Sitting around waiting for a goal to be scored in the World Cup final on this sweltering Sunday afternoon? Lucky for you, as is often the case on Sundays, there’s some pretty good reading out there.
The Cleveland Plain Dealer’s Brian Windhorst offers a must-read on how the stage was set for these guys to join forces in “South Beach.” As the Sports Guy has pointed out, there’s way more to this story that will hopefully come out in time, but this is a great start:
Now that the move has been made, the veil of secrecy is being raised to a degree as people are beginning to talk. The Plain Dealer talked to numerous sources to piece together a picture of how James ended up in Miami. It is still a somewhat fuzzy picture, but here are the broad strokes…
And if you haven’t had a chance to read any of the overwhelmingly negative national reaction to Lebron’s decision, here are two excellent pieces from Yahoo’s Adrian Wojnarowski and Deadspin/New York Magazine’s Will Leitch.
Felton to Knicks
Details of Raymond’s deal with the Knicks are out. Apparently the deal is for 2 years/$15.8 million. There is a third year team option for a similar figure which could bring the deal in the neighborhood of $25 million over three years. Raymond’s decision to pass up the Bobcats’ long term offer last summer is looking worse and worse from his perspective. Still wouldn’t be surprised to see him finish his career back in Charlotte as a backup down the road.
Here’s Bonnell’s story for the Observer and some more quotes from a South Carolina paper. You can tell it’s a South Carolina paper because of the headline: “Felton looks forward to bright lights of the Big Apple”. Good grief.
Orlando Summer League
We’ve given the Bobcats’ mostly positive turn in last week’s Orlando Summer League short shrift here at the Baseline, but it’s not for lack of caring. Look for a post on the subject in the coming days. In the meantime, here’s Bonnell from the Observer with some thoughts:
Gerald Henderson and Derrick Brown can be trusted with bigger roles next season… It’s dangerous to put too much weight on summer-league performances — you’re supposed to excel against D-Leaguers — but it was obvious Henderson an Brown are figuring out what it takes to be productive on the NBA level.

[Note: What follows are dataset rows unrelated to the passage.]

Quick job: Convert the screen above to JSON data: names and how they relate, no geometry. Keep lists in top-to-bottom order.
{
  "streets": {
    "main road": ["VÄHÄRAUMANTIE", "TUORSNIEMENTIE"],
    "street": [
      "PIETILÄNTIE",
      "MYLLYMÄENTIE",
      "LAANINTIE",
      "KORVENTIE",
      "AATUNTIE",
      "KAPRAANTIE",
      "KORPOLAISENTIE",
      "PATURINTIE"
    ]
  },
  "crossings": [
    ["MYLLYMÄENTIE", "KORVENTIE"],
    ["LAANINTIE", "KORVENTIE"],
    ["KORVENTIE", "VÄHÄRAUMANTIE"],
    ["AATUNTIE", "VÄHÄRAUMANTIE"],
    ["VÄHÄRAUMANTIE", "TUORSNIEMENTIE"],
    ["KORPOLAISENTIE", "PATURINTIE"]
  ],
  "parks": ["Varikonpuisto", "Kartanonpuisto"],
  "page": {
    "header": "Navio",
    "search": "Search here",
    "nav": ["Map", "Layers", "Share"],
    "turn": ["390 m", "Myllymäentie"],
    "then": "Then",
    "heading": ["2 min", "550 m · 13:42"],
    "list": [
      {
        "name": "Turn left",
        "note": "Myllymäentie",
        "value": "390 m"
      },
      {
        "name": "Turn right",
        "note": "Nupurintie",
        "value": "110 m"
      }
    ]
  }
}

The national media outlets pay less attention to the Orlando Summer league relative to the bigger and better Las Vegas Summer League; and when they do cover Orlando, the rookies (Philly’s Evan Tuner and New Jersey’s Derrick Favors in this case) get most of the attention. Despite that, there were several mentions of the Bobcats young vets looking good.
Michael Jordan in Charlotte
Scott Fowler has a nice article in today’s Observer on Michael Jordan’s increased presence in the city of Charlotte and the Bobcats front office since he, you know, bought the team:
In the three months or so since Jordan bought the Charlotte Bobcats from Bob Johnson and became the team’s majority owner, Jordan’s visibility both in the community and in the Bobcats’ offices has increased dramatically.

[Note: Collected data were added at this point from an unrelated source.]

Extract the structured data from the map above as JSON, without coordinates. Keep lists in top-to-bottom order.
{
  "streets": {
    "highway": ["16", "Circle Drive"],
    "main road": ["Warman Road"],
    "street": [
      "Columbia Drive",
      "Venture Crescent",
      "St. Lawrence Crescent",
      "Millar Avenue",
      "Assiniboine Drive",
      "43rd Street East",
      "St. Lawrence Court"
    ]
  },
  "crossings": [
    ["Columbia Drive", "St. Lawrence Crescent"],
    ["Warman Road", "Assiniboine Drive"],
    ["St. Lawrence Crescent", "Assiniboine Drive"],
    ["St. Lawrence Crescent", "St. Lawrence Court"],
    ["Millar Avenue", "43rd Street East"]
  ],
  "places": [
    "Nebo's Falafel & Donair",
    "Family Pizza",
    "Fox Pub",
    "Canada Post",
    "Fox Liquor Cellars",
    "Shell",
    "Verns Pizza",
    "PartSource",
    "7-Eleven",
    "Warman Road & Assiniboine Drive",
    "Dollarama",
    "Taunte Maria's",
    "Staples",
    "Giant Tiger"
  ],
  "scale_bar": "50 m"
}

Jordan has bought a home in uptown Charlotte five minutes from Time Warner Cable Arena and plans to start living there part time in September…
There’s also a slideshow of pictures from the Bobcats Fantasy Camp mentioned in the article. As I write this, the article is currently the “Most Viewed” on the Observer’s website, and I’ve already been part of an email thread amongst friends discussing it.
Clearly, people care about how engaged Jordan is with the city of Charlotte. The Bobcats are aware of it; they included questions about “how important” it was to me whether or not Jordan purchased a home here in a survey sent to season ticket holders recently. Seriously.
Hopefully, people at least see Jordan’s level of engagement with the city an indicator of how engaged he is with the team. If so, fine. I suppose it’s a reasonable proxy.
But I guess I’m just a different kind of fan (clearly, I have a blog). I could care less whether Jordan buys a house in Charlotte, or bowls and eats at the Epicentre. I don’t need to put on a “Jordan Brand” t-shirt and drool over him at a “fantasy” camp.
I’d be much more happy if the team made sound financial/personnel decisions, stopped whiffing on draft picks, and thus consistently put a competitive basketball team on the court. They’ve had trouble doing that over the history of the franchise.
2010’s playoff experience was undoubtedly a positive thing, but I’m still dubious of the Cats’ chances for on-court success in the medium-term due to salary cap issues and a lack of elite young talent.
Don’t sell me a bunch of sizzling Air Jordan “value-added” side dishes when the main course needs work.